• **WORK REQUEST**:
Match on the string "Summarize" in the entries below and return every matching line.

• **Data extracted from a collection**:
+ + + + +

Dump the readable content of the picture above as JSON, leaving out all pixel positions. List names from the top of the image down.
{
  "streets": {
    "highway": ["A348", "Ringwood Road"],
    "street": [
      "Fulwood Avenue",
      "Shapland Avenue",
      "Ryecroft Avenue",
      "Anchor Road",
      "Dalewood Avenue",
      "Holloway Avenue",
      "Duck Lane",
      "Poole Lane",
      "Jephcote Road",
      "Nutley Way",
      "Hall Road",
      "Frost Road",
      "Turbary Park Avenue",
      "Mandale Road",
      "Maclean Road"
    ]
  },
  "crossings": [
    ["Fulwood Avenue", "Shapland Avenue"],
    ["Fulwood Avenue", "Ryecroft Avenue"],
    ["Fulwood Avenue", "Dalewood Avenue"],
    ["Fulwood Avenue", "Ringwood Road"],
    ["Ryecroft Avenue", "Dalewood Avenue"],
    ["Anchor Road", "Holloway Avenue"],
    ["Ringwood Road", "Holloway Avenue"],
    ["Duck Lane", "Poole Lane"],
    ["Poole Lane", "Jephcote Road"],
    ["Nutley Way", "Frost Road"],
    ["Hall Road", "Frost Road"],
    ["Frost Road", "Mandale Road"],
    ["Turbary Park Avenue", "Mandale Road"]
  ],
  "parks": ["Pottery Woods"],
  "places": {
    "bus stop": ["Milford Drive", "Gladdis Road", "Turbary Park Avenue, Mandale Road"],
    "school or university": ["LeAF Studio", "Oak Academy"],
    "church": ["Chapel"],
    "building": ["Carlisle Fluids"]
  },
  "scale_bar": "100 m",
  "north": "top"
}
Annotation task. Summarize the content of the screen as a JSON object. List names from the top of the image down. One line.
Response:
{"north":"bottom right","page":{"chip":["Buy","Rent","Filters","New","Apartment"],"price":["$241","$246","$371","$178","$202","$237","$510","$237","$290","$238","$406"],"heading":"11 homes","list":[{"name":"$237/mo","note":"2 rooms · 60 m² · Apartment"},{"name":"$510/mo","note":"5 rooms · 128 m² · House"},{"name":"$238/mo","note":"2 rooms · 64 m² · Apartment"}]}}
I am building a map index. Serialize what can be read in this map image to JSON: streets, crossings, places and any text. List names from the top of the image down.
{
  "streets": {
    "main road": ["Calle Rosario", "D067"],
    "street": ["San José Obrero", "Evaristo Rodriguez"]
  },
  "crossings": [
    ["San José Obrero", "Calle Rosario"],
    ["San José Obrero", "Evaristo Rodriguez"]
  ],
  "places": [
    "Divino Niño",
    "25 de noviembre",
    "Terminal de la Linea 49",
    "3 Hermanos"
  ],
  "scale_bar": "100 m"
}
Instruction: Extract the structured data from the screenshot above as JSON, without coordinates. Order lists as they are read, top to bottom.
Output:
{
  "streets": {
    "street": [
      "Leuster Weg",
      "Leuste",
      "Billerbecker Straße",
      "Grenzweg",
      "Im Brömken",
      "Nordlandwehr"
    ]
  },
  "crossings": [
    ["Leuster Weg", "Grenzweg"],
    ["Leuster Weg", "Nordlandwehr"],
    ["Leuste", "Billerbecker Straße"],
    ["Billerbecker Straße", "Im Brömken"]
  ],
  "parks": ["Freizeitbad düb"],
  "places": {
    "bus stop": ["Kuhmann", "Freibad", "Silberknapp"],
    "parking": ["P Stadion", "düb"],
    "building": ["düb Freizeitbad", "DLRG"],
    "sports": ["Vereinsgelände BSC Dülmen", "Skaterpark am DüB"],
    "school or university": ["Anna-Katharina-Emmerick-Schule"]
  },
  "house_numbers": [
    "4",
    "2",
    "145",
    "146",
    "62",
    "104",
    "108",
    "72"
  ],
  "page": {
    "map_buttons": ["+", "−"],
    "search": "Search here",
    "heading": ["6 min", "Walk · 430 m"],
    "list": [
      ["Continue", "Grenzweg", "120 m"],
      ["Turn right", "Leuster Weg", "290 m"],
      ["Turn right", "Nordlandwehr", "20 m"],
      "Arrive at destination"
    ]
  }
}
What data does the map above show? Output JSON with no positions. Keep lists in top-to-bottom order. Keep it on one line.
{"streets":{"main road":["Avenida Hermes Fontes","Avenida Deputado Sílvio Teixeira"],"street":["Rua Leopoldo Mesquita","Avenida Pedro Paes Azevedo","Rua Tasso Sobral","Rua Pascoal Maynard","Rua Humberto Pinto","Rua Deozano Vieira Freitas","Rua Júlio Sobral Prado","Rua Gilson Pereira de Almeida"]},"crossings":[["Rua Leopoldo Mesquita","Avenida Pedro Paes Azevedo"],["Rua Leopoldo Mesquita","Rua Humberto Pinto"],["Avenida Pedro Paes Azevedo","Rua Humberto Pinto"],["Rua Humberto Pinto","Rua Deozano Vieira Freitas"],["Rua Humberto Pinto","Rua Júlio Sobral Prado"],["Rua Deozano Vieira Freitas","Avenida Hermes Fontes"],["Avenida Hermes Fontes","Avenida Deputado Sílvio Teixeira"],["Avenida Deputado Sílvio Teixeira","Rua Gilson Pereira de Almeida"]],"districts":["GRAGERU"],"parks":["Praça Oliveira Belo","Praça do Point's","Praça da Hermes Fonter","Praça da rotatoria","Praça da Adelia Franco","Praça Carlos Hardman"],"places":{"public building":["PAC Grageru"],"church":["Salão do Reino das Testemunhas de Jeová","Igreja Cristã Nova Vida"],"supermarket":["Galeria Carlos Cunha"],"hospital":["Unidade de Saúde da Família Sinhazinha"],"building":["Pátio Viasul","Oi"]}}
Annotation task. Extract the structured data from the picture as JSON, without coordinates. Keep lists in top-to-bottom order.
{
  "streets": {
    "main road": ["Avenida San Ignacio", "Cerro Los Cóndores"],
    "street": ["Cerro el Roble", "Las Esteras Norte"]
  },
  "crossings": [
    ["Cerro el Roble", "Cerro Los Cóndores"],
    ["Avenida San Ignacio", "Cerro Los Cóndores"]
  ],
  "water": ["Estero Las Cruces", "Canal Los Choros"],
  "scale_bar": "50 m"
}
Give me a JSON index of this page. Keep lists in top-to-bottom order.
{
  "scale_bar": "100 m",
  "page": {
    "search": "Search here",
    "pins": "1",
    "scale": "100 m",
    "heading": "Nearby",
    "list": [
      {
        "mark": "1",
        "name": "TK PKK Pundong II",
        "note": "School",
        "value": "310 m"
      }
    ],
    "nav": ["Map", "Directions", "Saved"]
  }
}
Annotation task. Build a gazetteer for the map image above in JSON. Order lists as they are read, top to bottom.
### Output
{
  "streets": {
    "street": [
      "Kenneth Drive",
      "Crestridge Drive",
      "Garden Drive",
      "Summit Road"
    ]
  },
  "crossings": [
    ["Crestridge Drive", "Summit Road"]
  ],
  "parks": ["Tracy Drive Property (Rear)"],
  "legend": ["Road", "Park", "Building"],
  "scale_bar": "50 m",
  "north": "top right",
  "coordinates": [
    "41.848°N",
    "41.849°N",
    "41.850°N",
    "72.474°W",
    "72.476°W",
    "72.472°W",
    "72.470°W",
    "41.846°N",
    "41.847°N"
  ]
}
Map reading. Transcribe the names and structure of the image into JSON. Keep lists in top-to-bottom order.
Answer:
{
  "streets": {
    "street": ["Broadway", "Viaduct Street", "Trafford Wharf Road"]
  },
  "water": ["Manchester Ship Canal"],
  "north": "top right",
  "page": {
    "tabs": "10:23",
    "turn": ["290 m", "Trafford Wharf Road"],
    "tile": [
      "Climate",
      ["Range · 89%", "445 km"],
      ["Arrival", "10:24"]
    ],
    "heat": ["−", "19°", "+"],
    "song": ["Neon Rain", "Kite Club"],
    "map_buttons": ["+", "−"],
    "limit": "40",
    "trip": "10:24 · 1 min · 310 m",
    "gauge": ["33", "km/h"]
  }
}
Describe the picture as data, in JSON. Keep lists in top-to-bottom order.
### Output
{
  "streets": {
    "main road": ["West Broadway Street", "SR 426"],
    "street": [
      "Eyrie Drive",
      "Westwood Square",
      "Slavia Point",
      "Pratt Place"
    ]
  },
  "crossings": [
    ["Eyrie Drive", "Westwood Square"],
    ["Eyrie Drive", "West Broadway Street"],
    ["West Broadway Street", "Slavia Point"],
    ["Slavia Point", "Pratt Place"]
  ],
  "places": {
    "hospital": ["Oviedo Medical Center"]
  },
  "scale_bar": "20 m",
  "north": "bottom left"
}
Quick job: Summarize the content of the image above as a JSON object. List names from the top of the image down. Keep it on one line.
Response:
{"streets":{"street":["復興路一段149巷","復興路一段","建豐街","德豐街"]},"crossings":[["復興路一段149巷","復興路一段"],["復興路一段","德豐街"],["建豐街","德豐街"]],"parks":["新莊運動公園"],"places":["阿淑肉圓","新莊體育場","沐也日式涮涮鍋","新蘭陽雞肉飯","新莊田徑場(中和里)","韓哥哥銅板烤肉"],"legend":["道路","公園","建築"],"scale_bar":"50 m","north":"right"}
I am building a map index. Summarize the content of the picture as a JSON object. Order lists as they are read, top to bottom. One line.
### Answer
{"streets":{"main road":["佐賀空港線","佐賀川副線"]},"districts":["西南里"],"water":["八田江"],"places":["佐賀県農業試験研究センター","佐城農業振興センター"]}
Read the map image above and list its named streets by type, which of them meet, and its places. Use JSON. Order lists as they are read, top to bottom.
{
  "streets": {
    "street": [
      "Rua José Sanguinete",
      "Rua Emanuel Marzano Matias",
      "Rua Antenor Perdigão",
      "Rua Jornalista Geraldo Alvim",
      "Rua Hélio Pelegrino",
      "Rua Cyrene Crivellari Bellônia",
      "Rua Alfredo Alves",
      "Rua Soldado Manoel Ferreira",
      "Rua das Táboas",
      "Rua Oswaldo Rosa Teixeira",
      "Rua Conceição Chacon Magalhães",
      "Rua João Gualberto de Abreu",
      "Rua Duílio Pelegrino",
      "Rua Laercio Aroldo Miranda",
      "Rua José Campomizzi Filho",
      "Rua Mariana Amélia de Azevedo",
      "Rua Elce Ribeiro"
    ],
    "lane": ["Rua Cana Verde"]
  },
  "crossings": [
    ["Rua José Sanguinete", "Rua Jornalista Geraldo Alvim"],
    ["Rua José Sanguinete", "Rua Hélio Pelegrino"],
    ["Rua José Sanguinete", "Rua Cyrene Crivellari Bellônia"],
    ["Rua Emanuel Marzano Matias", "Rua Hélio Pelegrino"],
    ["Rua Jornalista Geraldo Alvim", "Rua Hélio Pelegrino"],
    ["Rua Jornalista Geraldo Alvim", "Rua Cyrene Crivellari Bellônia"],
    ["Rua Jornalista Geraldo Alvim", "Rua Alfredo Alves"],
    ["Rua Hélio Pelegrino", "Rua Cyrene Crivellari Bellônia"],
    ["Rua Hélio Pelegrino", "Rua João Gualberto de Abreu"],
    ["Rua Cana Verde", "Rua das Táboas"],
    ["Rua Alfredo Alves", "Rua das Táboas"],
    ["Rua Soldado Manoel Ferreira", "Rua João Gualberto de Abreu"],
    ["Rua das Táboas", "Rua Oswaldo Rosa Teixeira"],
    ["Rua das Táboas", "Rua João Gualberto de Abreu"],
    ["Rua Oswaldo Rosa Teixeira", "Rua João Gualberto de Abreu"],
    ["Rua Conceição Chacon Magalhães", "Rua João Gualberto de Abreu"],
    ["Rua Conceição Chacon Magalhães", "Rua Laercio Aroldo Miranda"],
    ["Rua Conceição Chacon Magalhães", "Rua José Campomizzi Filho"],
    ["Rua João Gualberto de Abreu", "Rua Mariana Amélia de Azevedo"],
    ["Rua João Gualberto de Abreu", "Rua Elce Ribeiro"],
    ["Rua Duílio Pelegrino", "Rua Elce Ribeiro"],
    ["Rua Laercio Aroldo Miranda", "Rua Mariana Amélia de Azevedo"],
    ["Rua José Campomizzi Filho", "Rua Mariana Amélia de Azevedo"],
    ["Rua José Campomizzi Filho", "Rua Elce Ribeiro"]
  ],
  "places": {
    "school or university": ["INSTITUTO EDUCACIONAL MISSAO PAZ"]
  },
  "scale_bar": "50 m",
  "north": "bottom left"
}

+ + + + +

• **RESULT FOR THIS EXERCISE**:
Annotation task. Summarize the content of the screen as a JSON object. List names from the top of the image down. One line.
Quick job: Summarize the content of the image above as a JSON object. List names from the top of the image down. Keep it on one line.
I am building a map index. Summarize the content of the picture as a JSON object. Order lists as they are read, top to bottom. One line.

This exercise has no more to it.